Once again, trying to solve a problem through criminalization proves to be a terrible approach. Even on the heartless grounds of saving money, it fails—the cost of policing the homeless would seem to consume whatever savings might be accrued for letting people fall through the social safety net. This, of course, could be countered—one might be able to show that the monetary cost strategies aimed at getting the homeless into homes would exceed the cost of policing the homeless on the streets. After all, the politicians could lower the cost significantly simply by not policing the homelessness who do not commit serious crimes, such as robbery. This, however, does still leave the homeless without homes and this can impose other economic costs—such medical expenses paid for by the public. This could be countered by arguing that the homeless should be completely abandoned—this would certainly yield financial savings.
Such abandonment does, however, run into a moral challenge. The harms suffered by the homeless (and society) would seem to make a compelling utilitarian moral argument in favor of approaches that aim at getting the homeless back into society. Moral views that accept that people should love one another also enjoin us to not abandon our fellows. In any case, criminalizing homelessness is no solution, financial or moral.
Drug addiction is another problem that has largely been addressed by criminalization. About half of the people in federal prisons and 16% of those in state prison are there for drug offenses. This is the result of the war on drugs, which endeavored to solve the drug problem by arresting our way out of it. Since the negative consequences of this approach fell mainly on minorities and the poor, there was little interest among politicians to take a different approach. However, as prison populations swelled and public attitudes towards drug use changed, there was some talk of reconsidering this war. The biggest change in the public discussion arose from the opioid epidemic—a drug epidemic that goes beyond ravaging the poor and minorities to impacting the white middle class. This has resulted in some changes in the approach to the problem, such as the police offering free treatment for drug users rather than arresting them. It does remain to be seen if these changes will be lasting and widespread. However, this is certainly a positive change to a failed approach to the health issue of drugs.

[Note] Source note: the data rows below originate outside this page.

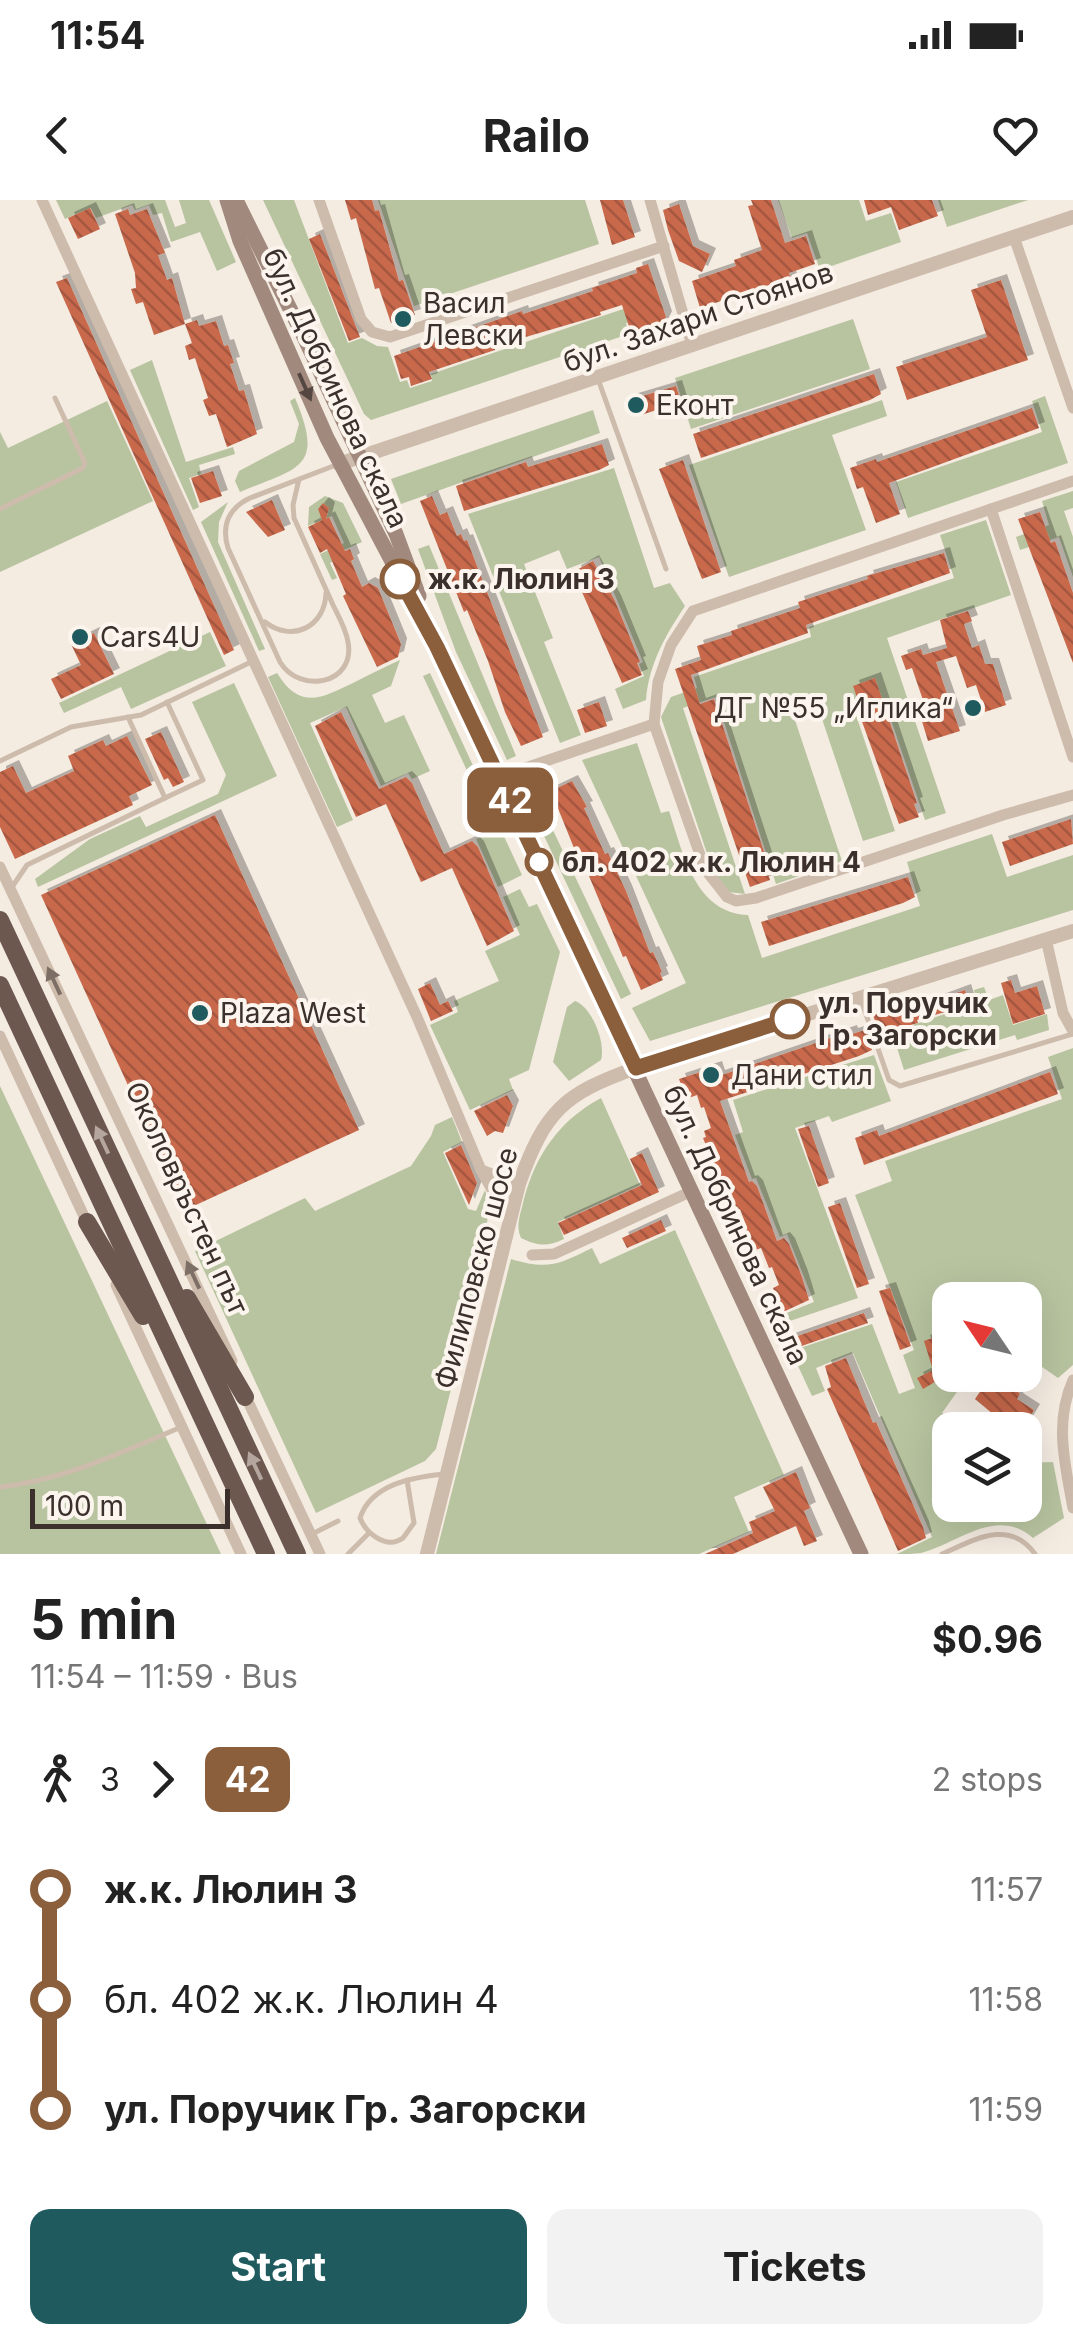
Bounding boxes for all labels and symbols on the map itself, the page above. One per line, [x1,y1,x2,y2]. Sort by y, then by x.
street label: бул. Добринова скала [256,243,416,533]
street label: бул. Захари Стоянов [559,255,837,379]
place label: Васил Левски [423,286,524,352]
marker: Васил Левски [392,308,414,330]
one-way arrow [296,373,313,402]
place label: Еконт [656,388,734,422]
marker: Еконт [625,394,647,416]
marker: ж.к. Люлин 3 [381,560,419,598]
place label: ж.к. Люлин 3 [428,562,615,596]
place label: Cars4U [100,620,200,654]
marker: Cars4U [69,626,91,648]
place label: ДГ №55 „Иглика“ [714,691,953,725]
marker: ДГ №55 „Иглика“ [962,697,984,719]
line badge: 42 [465,768,555,832]
place label: бл. 402 ж.к. Люлин 4 [562,845,861,879]
marker: бл. 402 ж.к. Люлин 4 [526,849,552,875]
one-way arrow [45,966,62,995]
place label: ул. Поручик Гр. Загорски [818,986,997,1052]
place label: Plaza West [220,996,366,1030]
marker: ул. Поручик Гр. Загорски [771,1000,809,1038]
marker: Plaza West [189,1002,211,1024]
place label: Дани стил [731,1058,873,1092]
marker: Дани стил [700,1064,722,1086]
street label: Околовръстен път [118,1076,256,1320]
street label: бул. Добринова скала [656,1080,816,1370]
one-way arrow [93,1125,110,1154]
street label: Филиповско шосе [427,1143,525,1393]
one-way arrow [184,1260,201,1289]
north arrow [932,1282,1042,1392]
one-way arrow [247,1451,264,1480]
scale bar [30,1484,230,1528]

While some for profit prisons have done well for their shareholders in the war on drugs, the financial cost to society as a whole has been substantial. Criminalization of addiction has also failed to reduce addiction. As such, this approach has proven a practical failure.
As above, there are also the moral concerns about this approach in terms of the harms being inflicted on individuals and society as a whole. Fortunately, there is a chance that America will rethink the war on drugs (in which we are the enemy) and recast it as a health issue. This not only has the potential to be far more of a practical success, it also would seem to be the right thing to do morally. Transforming people in need into criminals cannot solve the ills of society; addressing those needs can.